In marcia – Mc 16,15-20
In quel tempo, [Gesù apparve agli Undici] e disse loro: «Andate in tutto il mondo e proclamate il Vangelo a ogni creatura. Chi crederà e sarà battezzato sarà salvato, ma chi non crederà sarà condannato. Questi saranno i segni che accompagneranno quelli che credono: nel mio nome scacceranno demòni, parleranno lingue nuove, prenderanno in mano serpenti e, se berranno qualche veleno, non recherà loro danno; imporranno le mani ai malati e questi guariranno».
Il Signore Gesù, dopo aver parlato con loro, fu elevato in cielo e sedette alla destra di Dio.
Allora essi partirono e predicarono dappertutto, mentre il Signore agiva insieme con loro e confermava la Parola con i segni che la accompagnavano.
“Intèrpres Petri”, cioè “interprete di Pietro”: così i Padri della Chiesa definivano Marco, ritenendo che il suo vangelo fosse stato molto ispirato dalla testimonianza e dalla presenza di Pietro. Si trattava del vangelo che veniva letto ai catecumeni, cioè agli adulti che si facevano battezzare. Probabilmente, il brano che leggiamo oggi veniva dato solo dopo il battesimo, come voleva la mistagogia antica. Come a dire, con orgoglio, “ecco cosa siete diventati col battesimo!”.
Non credo che noi prendiamo in mano serpenti o resistiamo a veleni. Probabilmente nemmeno impariamo lingue miracolosamente. Tuttavia l’invito di Marco resta: rivalutiamo e valorizziamo il nostro battesimo.

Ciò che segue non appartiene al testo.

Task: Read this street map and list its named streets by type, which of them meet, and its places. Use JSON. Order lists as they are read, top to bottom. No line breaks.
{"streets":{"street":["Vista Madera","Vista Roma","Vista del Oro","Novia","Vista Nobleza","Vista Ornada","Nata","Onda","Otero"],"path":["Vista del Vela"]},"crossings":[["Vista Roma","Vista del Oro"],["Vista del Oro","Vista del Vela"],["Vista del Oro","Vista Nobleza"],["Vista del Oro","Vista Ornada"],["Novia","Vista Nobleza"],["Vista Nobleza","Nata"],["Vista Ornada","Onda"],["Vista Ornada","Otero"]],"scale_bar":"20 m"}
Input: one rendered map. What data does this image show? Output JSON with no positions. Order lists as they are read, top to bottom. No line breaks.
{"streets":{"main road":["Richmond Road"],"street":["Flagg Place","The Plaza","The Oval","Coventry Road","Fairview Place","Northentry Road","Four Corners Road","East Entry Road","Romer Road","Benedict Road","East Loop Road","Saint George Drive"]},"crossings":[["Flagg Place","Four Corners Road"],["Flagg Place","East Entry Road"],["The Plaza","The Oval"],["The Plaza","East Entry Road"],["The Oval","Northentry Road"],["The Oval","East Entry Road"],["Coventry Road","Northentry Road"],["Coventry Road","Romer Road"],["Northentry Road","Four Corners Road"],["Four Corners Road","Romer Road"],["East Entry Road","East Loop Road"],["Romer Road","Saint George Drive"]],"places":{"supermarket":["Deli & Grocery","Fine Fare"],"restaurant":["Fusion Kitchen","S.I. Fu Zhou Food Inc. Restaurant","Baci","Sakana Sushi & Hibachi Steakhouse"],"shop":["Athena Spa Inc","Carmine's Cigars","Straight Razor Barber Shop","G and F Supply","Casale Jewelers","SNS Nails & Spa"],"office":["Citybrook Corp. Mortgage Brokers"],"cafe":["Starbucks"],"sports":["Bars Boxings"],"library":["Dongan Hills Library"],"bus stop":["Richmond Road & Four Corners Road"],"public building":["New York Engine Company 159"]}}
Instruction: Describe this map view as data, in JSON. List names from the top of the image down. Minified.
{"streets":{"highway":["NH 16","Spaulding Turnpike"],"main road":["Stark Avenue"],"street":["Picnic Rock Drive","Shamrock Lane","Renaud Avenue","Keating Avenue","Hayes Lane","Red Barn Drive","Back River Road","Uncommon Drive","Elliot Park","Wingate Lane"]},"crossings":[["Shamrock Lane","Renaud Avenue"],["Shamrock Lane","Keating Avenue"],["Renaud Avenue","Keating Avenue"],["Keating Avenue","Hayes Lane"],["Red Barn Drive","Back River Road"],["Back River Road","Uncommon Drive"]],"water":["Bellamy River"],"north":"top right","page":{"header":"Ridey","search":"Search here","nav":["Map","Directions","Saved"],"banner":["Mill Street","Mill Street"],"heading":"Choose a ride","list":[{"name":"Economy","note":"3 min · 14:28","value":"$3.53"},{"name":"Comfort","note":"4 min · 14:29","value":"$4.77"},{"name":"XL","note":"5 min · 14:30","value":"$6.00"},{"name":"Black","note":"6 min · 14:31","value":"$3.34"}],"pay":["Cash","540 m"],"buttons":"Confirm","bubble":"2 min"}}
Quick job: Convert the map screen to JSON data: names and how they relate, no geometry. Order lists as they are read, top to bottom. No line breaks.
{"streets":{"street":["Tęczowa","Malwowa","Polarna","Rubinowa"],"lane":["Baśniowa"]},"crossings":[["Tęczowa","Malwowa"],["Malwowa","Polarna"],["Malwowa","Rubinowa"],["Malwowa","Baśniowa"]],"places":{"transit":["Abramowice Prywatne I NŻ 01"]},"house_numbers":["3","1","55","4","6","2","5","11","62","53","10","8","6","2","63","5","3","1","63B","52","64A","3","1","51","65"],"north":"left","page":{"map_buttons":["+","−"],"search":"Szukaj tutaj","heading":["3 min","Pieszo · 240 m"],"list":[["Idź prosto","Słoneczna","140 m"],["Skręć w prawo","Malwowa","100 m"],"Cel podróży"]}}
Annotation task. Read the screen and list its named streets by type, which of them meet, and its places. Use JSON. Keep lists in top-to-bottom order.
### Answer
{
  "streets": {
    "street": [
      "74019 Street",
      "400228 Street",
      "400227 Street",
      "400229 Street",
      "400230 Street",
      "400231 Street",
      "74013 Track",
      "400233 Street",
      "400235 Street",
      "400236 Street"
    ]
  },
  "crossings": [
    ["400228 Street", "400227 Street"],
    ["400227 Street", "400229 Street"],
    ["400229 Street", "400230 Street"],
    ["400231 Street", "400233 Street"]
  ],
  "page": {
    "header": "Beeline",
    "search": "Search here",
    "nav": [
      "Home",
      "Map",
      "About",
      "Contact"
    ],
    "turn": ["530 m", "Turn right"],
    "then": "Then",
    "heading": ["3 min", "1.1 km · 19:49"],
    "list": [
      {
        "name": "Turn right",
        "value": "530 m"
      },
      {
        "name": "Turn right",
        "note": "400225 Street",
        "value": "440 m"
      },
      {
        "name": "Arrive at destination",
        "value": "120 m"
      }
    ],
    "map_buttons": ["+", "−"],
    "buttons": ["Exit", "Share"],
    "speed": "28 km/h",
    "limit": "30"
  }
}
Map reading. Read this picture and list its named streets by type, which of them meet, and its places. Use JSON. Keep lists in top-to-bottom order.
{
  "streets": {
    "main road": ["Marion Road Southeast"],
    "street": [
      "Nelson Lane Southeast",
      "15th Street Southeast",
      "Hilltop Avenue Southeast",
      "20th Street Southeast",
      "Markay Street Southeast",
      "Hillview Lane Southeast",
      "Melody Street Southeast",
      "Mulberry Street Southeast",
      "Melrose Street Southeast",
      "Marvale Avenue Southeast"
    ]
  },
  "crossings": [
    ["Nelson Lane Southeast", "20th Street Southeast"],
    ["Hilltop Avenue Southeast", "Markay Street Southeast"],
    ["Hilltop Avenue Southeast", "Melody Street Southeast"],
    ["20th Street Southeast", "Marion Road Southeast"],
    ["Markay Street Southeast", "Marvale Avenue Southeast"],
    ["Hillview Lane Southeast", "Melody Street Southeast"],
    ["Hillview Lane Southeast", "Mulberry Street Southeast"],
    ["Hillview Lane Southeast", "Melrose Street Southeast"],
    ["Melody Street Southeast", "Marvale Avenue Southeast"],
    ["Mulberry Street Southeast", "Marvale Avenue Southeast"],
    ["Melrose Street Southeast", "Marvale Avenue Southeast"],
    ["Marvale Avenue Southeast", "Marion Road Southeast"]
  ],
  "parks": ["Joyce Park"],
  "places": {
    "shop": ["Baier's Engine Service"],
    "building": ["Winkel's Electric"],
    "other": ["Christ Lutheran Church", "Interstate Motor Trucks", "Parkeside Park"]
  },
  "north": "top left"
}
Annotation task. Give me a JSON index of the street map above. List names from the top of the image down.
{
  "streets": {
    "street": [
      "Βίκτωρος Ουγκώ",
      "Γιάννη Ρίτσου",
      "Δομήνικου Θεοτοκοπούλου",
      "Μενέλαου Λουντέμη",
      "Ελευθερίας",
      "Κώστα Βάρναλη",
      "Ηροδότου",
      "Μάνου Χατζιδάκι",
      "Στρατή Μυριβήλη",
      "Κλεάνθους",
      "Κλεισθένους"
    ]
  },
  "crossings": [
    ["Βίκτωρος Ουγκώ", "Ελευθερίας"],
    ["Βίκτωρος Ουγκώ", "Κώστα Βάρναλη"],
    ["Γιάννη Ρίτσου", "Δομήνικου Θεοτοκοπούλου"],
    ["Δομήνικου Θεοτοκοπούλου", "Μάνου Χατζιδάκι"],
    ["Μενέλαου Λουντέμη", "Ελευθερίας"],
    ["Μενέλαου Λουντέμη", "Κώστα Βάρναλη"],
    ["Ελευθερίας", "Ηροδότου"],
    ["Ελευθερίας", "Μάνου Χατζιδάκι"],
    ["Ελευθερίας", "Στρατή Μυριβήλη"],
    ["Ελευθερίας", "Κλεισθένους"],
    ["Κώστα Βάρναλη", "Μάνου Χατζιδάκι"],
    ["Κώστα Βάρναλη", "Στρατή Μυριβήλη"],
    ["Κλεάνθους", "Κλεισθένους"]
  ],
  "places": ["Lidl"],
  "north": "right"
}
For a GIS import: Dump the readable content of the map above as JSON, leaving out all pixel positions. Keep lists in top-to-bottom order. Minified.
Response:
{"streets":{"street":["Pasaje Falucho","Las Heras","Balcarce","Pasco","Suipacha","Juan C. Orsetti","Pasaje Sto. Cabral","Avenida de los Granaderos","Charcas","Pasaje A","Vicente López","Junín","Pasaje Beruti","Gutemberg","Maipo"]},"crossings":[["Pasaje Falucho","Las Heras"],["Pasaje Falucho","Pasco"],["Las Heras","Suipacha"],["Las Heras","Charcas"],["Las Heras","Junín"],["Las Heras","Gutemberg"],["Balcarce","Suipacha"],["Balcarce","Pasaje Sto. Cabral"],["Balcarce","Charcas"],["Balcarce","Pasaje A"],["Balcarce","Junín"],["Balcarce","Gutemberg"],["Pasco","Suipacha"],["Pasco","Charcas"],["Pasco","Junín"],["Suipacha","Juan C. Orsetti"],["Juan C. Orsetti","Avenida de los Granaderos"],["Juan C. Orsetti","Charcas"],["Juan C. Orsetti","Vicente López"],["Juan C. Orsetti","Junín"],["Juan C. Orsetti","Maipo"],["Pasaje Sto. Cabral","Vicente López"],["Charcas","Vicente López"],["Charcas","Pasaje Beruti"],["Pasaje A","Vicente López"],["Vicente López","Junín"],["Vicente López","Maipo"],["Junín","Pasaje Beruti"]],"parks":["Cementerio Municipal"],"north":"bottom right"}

Sacramento semplice, quasi banale. Ma ci fa essere parte di un corpo più grande, ci abilita a essere teatro dell’amore di Dio («in Cristo»). Al tempo stesso, ci responsabilizza a non mostrare contraddizioni tra il nostro stile di vita e la carità che insegna Gesù («con Cristo»). Non si tratta di un sacramento che ci fa arrivare, ma che ci mette in cammino («per Cristo»). Quindi: in marcia.